# Reinforcement Learning for Inverted Pendulum Control

## Introduction

The inverted pendulum problem is a classic challenge in the field of control theory and robotics, serving as a fundamental test for various control strategies. In this project, students are required to use reinforcement learning (RL) algorithms to tackle both the single and double inverted pendulum challenges(bonus). You could refer to [inverted_double_pendulum](https://gymnasium.farama.org/environments/mujoco/inverted_double_pendulum/) and [inverted_pendulum](https://gymnasium.farama.org/environments/mujoco/inverted_pendulum/) for details.

## Project Targets

The project is divided into two main parts:

### Part 1: Single Inverted Pendulum

**1. Stabilization Task:**

The pendulum starts with a slight inclination.
The goal is to stabilize the pendulum in the upright position by controlling the movement of the cart.
    
**2. Swing-Up Task:**

The pendulum begins in the downward position.
The objective is to swing the pendulum up and stabilize it in the upright position.

![part1](part1.png)

### Part 2: Double Inverted Pendulum (Bonus)

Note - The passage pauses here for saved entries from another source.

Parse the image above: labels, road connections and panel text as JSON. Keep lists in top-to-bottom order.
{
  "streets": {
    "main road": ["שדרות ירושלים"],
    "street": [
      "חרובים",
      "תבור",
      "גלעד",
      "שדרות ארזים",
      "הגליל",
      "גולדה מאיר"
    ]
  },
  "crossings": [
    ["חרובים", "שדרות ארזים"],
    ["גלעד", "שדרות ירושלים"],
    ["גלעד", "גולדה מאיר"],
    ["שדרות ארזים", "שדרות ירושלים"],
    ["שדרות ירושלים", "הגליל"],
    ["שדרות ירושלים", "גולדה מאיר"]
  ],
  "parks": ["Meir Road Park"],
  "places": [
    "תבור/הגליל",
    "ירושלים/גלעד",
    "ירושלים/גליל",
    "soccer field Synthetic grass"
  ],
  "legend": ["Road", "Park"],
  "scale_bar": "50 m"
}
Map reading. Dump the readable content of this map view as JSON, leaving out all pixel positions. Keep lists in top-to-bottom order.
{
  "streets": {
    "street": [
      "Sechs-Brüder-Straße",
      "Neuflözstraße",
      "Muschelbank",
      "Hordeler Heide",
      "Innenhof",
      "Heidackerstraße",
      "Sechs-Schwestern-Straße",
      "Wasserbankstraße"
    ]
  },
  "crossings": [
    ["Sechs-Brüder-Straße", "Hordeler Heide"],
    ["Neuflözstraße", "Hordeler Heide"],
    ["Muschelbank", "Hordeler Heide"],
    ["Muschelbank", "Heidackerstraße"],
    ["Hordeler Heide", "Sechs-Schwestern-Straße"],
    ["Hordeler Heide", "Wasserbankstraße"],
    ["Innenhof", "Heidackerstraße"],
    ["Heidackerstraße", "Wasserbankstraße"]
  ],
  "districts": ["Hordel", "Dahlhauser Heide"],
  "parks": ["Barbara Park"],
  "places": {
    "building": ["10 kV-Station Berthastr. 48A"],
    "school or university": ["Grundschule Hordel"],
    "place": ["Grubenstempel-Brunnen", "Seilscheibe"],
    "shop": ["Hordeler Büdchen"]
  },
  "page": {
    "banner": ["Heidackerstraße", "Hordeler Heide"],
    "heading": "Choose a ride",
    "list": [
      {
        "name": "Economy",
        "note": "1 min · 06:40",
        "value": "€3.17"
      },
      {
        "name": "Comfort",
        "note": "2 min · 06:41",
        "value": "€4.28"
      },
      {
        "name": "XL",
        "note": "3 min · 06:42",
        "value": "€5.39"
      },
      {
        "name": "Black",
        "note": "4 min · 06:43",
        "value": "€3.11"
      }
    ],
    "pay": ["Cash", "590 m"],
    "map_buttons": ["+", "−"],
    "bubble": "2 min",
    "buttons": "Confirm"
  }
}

The task involves swinging and stabilizing the double inverted pendulum from an downward initial phase, to any other stable phase(double inverted pendulum has more than phases).

![part2](part2.png)

## Demo Code

In [1]:
from __future__ import annotations

import numpy as np
import gymnasium as gym
import torch
import torch.nn as nn
from torch.distributions.normal import Normal


  from distutils.dep_util import newer, newer_group
  from distutils.dep_util import newer, newer_group
  from pkg_resources import resource_stream, resource_exists
Implementing implicit namespace packages (as specified in PEP 420) is preferred to `pkg_resources.declare_namespace`. See https://setuptools.pypa.io/en/latest/references/keywords.html#keyword-namespace-packages
  declare_namespace(pkg)


You might Need an Agent class and a Policy Network class to help you build the RL framework.

In [2]:
class Agent:
    """Agent that learns to solve the Inverted Pendulum task using a policy gradient algorithm.
    The agent utilizes a policy network to sample actions and update its policy based on
    collected rewards.
    """
    
    def __init__(self, obs_space_dims: int, action_space_dims: int):
        """Initializes the agent with a neural network policy.
        
        Args:
            obs_space_dims (int): Dimension of the observation space.
            action_space_dims (int): Dimension of the action space.
        """
        self.policy_network = Policy_Network(obs_space_dims, action_space_dims)
    
    def sample_action(self, state: np.ndarray) -> float:
        """Samples an action according to the policy network given the current state.
        
        Args:
            state (np.ndarray): The current state observation from the environment.
        
        Returns:
            float: The action sampled from the policy distribution.
        """
        return np.array([0])  # Return the action
    
    def update(self, rewards, log_probs):
        """Updates the policy network using the REINFORCE algorithm based on collected rewards and log probabilities.
        
        Args:
            rewards (list): Collected rewards from the environment.
            log_probs (list): Log probabilities of the actions taken.
        """
        # The actual implementation of the REINFORCE update will be done here.
        pass

In [3]:
class Policy_Network(nn.Module):
    """Neural network to parameterize the policy by predicting action distribution parameters."""
    
    def __init__(self, obs_space_dims: int, action_space_dims: int):
        """Initializes layers of the neural network.
        
        Args:
            obs_space_dims (int): Dimension of the observation space.
            action_space_dims (int): Dimension of the action space.
        """
        super().__init__()
        # Define the neural network layers here
        pass

    def forward(self, x: torch.Tensor) -> tuple[torch.Tensor, torch.Tensor]:
        """Predicts parameters of the action distribution given the state.
        
        Args:
            x (torch.Tensor): The state observation.
        
        Returns:
            tuple[torch.Tensor, torch.Tensor]: Predicted mean and standard deviation of the action distribution.
        """
        # Implement the prediction logic here
        return torch.tensor(0.0), torch.tensor(1.0)  # Example placeholders

The inverted pendulum and inverted double pendulum of gymnasium is loaded by the following code, you need to step into its source codes to see how the models
 of `"InvertedPendulum-v4"` and `"InvertedDoublePendulum-v4"` work. You should change the gymnasium codes to help you open the simulation. For example, you need to add the `render_mode` parameter to help you open the simulation window.

In [5]:
env = gym.make("InvertedPendulum-v4")  # Initialize the environment
# env = gym.make("InvertedDoublePendulum-v4")

In [None]:
# IN inverted_double_pendulum_v4.py (could not run here)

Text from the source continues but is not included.